[Dataset items]
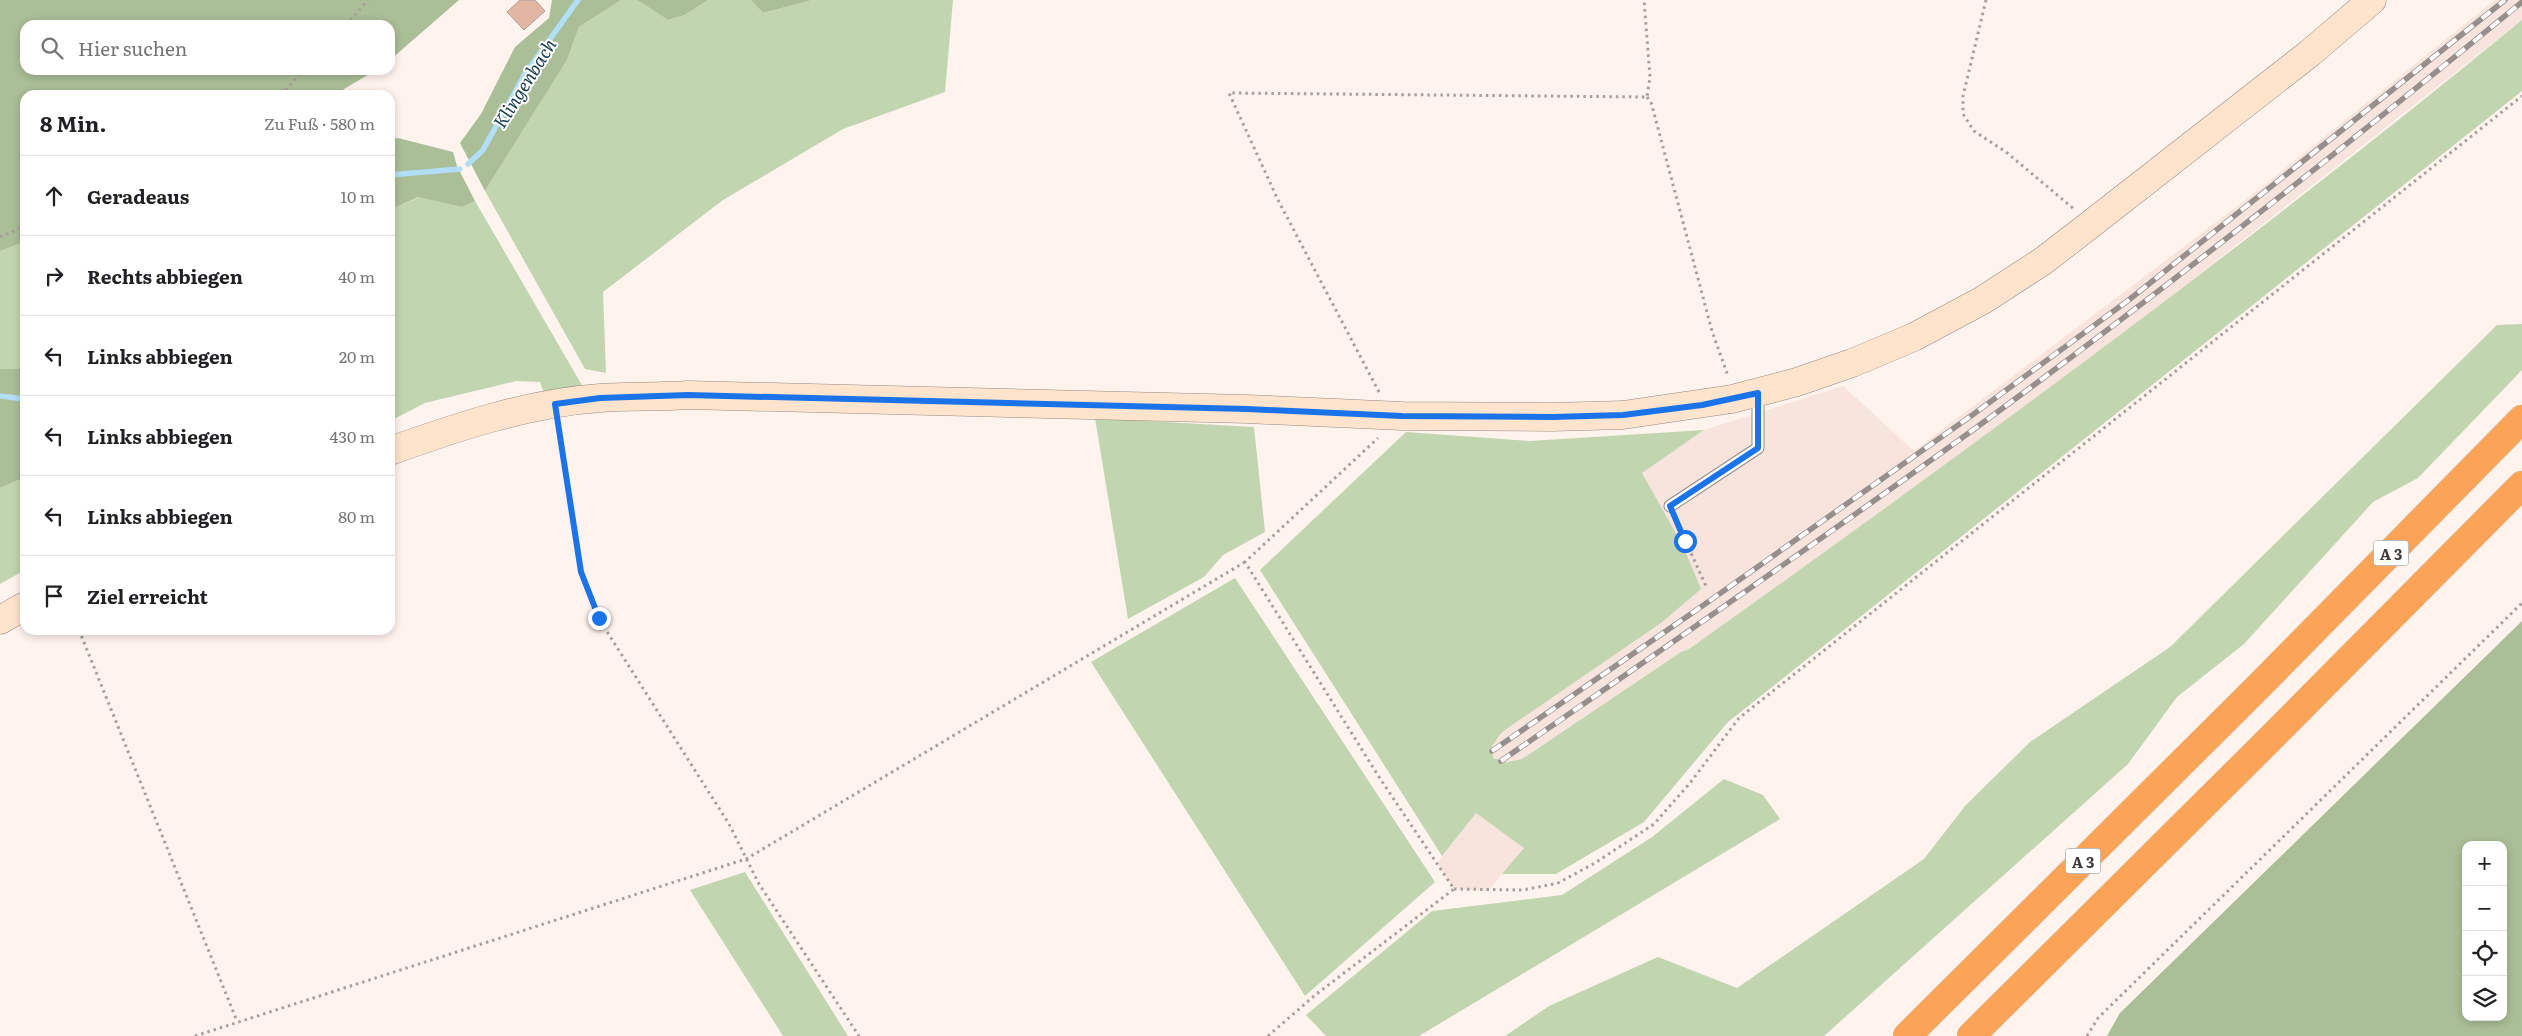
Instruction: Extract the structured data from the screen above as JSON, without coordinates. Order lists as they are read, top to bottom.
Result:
{
  "streets": {
    "highway": ["A 3"]
  },
  "water": ["Klingenbach"],
  "page": {
    "search": "Hier suchen",
    "heading": ["8 Min.", "Zu Fuß · 580 m"],
    "list": [
      ["Geradeaus", "10 m"],
      ["Rechts abbiegen", "40 m"],
      ["Links abbiegen", "20 m"],
      ["Links abbiegen", "430 m"],
      ["Links abbiegen", "80 m"],
      "Ziel erreicht"
    ],
    "map_buttons": ["+", "−"]
  }
}
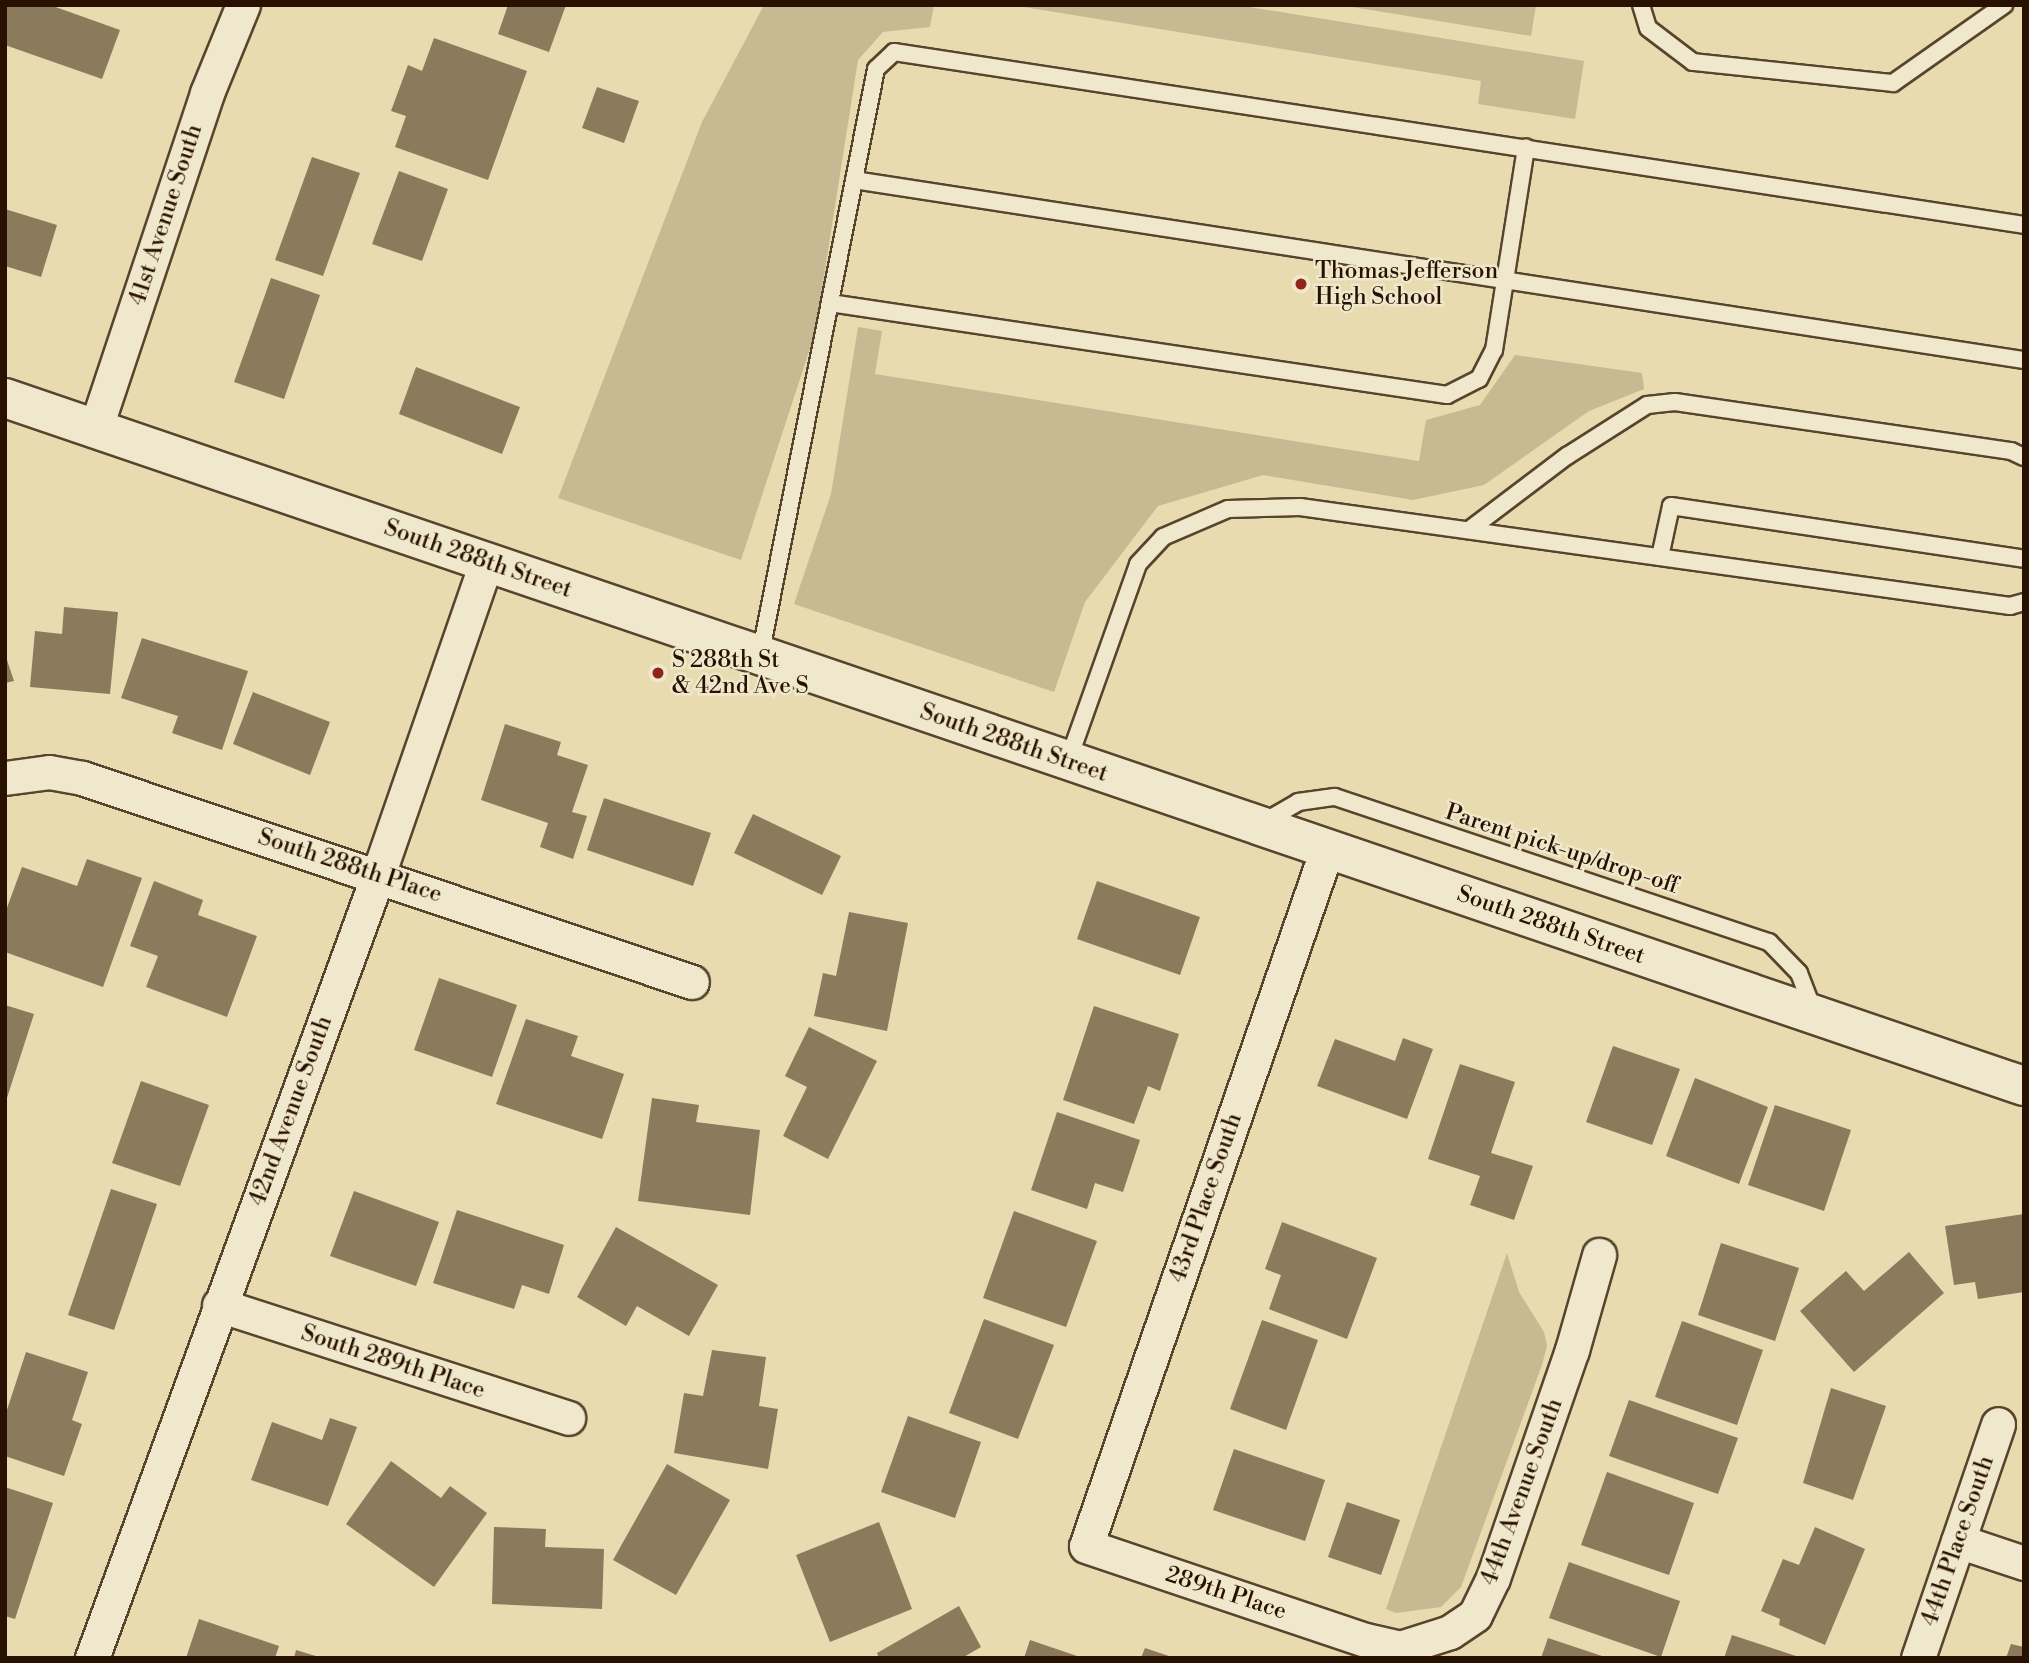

EXERCISE | Apart from the pictures, every line above must be repeated exactly.

SOLUTION FOR THIS PROBLEM |
Instruction: Extract the structured data from the screen above as JSON, without coordinates. Order lists as they are read, top to bottom.
Result:
{
  "streets": {
    "highway": ["A 3"]
  },
  "water": ["Klingenbach"],
  "page": {
    "search": "Hier suchen",
    "heading": ["8 Min.", "Zu Fuß · 580 m"],
    "list": [
      ["Geradeaus", "10 m"],
      ["Rechts abbiegen", "40 m"],
      ["Links abbiegen", "20 m"],
      ["Links abbiegen", "430 m"],
      ["Links abbiegen", "80 m"],
      "Ziel erreicht"
    ],
    "map_buttons": ["+", "−"]
  }
}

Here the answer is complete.